* _TASK BRIEF_:
If a line in the entries below includes "labels", pick it out and copy it.

* _EXTRACTED DATA_:
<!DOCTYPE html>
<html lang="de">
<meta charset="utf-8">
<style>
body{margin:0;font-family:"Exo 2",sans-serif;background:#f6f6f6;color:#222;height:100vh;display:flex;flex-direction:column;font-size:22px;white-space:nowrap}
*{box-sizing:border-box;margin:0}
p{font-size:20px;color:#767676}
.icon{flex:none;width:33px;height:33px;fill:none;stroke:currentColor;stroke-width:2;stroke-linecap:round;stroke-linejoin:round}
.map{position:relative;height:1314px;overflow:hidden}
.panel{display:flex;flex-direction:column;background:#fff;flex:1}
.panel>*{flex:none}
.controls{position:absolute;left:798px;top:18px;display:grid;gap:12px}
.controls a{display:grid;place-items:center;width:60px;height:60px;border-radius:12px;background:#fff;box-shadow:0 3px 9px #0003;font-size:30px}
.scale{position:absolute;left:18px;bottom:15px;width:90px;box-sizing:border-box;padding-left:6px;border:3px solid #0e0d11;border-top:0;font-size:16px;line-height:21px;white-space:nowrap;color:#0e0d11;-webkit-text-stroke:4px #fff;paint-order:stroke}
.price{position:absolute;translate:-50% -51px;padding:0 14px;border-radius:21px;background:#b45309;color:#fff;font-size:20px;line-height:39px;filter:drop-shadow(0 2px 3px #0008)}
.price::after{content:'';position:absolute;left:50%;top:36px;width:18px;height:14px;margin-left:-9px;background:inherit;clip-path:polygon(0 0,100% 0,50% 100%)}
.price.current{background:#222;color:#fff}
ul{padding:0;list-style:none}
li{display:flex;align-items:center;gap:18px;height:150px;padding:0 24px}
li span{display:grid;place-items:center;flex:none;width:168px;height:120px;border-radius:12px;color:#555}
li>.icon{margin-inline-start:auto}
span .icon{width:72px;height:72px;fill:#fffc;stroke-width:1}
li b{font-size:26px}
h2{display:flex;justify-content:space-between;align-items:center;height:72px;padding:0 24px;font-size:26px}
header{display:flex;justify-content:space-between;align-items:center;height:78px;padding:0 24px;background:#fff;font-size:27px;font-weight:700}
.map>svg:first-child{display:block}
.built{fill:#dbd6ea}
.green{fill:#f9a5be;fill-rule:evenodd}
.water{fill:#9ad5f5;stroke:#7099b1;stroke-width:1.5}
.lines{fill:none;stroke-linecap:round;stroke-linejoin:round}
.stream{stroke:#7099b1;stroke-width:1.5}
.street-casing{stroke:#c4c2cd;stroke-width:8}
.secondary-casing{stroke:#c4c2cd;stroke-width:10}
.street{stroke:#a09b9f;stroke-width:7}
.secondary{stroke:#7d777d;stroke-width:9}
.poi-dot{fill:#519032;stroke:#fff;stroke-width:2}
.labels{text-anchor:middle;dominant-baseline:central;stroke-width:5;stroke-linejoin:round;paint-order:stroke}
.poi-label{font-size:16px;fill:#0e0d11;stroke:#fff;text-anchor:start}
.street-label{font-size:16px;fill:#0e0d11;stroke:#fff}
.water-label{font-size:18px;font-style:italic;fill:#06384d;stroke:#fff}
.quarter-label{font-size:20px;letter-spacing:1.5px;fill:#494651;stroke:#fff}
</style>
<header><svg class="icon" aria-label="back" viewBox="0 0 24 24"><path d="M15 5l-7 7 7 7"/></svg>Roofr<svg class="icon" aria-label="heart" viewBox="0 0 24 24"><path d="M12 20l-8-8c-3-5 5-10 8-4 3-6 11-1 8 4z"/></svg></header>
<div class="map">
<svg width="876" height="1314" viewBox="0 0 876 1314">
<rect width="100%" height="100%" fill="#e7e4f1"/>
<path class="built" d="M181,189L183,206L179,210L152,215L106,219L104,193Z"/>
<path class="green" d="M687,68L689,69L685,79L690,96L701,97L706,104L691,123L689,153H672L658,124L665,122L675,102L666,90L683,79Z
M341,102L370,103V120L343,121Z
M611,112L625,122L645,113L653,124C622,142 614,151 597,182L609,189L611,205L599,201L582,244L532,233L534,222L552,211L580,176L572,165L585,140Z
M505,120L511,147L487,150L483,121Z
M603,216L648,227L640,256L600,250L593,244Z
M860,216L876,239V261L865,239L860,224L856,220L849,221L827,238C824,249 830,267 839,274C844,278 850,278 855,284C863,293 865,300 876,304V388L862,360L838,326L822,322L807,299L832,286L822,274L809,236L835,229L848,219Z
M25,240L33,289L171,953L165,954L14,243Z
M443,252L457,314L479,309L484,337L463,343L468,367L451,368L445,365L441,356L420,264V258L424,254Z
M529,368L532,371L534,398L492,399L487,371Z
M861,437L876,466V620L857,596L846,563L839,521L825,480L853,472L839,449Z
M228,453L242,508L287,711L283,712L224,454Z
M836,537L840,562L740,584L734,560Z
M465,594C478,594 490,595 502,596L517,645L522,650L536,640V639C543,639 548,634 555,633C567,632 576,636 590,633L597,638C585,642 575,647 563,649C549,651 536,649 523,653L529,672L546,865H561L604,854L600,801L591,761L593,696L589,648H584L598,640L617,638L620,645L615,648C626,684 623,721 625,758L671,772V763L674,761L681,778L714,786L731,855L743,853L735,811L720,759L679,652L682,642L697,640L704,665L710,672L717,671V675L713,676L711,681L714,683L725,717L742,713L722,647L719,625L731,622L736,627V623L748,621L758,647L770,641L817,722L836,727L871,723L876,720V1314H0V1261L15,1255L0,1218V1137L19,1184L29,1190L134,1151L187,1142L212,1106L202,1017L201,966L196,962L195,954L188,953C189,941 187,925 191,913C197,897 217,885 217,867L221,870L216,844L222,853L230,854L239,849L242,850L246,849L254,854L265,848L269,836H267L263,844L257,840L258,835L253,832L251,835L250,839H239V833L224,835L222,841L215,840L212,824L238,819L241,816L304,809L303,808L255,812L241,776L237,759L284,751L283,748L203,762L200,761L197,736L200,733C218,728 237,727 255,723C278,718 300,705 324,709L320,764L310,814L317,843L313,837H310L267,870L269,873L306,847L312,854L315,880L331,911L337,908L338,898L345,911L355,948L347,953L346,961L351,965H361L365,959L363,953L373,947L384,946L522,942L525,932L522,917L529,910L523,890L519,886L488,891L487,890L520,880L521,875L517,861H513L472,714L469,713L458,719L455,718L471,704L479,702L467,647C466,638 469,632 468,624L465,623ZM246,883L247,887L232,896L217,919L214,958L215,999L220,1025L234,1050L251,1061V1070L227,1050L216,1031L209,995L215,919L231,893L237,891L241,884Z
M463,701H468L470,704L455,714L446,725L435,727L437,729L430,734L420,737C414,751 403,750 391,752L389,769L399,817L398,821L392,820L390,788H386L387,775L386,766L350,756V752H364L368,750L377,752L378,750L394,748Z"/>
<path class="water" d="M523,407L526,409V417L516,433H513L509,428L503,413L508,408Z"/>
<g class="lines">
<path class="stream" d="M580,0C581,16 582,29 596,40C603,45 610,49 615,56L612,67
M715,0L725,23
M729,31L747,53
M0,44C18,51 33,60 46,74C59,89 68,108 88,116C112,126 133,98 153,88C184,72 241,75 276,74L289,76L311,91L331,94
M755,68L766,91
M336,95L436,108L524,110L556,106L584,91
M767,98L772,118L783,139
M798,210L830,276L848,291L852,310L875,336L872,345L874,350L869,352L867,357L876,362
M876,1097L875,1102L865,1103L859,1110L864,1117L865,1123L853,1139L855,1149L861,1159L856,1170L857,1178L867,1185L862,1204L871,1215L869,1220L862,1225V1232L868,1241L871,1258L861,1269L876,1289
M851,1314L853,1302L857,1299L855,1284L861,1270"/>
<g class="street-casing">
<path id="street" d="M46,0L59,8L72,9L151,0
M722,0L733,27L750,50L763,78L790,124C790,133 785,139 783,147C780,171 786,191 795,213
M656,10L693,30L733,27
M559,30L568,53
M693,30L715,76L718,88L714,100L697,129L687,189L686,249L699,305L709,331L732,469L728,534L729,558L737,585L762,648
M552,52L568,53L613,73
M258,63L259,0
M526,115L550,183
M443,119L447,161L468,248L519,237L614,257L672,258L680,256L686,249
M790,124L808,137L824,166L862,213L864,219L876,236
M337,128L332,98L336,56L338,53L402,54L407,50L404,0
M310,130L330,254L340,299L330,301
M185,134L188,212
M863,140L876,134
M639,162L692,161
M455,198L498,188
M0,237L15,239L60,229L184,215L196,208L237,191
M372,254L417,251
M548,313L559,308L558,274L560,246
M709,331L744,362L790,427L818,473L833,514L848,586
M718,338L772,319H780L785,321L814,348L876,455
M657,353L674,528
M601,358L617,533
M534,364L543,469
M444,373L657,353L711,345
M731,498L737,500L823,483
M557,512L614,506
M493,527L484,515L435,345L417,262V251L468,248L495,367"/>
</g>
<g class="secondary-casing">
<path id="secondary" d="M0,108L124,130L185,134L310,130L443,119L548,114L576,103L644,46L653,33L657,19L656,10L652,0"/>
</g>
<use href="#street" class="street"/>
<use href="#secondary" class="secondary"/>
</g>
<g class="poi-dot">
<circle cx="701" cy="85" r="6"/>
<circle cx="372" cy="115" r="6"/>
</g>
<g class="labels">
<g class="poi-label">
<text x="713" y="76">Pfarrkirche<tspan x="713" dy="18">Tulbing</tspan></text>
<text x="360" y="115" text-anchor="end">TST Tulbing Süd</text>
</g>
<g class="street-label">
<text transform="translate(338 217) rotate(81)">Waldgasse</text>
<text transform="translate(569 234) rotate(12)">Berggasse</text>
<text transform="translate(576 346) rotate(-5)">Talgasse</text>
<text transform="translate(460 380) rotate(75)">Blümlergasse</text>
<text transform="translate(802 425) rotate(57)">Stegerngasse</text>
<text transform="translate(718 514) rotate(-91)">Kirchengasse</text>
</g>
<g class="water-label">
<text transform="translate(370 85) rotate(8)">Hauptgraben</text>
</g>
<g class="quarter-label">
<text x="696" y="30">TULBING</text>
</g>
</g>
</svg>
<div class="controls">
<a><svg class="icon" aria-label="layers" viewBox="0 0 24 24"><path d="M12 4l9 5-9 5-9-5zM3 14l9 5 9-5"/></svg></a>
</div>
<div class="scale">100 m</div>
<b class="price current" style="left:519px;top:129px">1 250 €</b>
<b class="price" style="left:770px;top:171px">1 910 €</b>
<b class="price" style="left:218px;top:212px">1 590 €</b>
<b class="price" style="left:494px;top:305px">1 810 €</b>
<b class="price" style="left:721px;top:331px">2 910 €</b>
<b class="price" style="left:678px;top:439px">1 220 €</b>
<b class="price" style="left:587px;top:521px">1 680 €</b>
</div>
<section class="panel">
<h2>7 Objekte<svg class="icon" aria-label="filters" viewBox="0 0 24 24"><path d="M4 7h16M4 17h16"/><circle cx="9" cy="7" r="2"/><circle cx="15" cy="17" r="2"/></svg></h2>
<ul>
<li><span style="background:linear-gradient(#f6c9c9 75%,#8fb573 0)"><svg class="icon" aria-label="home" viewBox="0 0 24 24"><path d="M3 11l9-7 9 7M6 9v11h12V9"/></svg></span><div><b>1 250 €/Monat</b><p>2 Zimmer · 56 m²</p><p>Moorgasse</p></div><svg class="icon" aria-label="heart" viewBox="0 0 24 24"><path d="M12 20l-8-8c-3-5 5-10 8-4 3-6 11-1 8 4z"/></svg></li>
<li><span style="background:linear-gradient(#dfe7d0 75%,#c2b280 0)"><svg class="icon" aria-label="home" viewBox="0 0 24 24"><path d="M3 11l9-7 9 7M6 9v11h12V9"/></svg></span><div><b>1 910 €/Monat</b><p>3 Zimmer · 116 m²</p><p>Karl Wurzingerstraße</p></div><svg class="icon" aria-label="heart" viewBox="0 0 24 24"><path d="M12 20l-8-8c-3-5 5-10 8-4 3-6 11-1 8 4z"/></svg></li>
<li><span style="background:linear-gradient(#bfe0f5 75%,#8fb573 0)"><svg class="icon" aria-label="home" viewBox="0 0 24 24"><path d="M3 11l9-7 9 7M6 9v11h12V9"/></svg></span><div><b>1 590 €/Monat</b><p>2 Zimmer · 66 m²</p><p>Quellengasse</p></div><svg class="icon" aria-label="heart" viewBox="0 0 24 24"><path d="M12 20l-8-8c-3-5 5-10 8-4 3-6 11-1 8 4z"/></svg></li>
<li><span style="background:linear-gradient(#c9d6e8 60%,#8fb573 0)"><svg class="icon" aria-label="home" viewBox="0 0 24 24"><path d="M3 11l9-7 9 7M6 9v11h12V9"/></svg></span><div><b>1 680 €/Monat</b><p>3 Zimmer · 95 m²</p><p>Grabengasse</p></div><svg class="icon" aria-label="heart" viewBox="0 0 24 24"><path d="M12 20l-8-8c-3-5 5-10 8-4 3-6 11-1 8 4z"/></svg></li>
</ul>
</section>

* _RESULT BELOW_:
.labels{text-anchor:middle;dominant-baseline:central;stroke-width:5;stroke-linejoin:round;paint-order:stroke}
<g class="labels">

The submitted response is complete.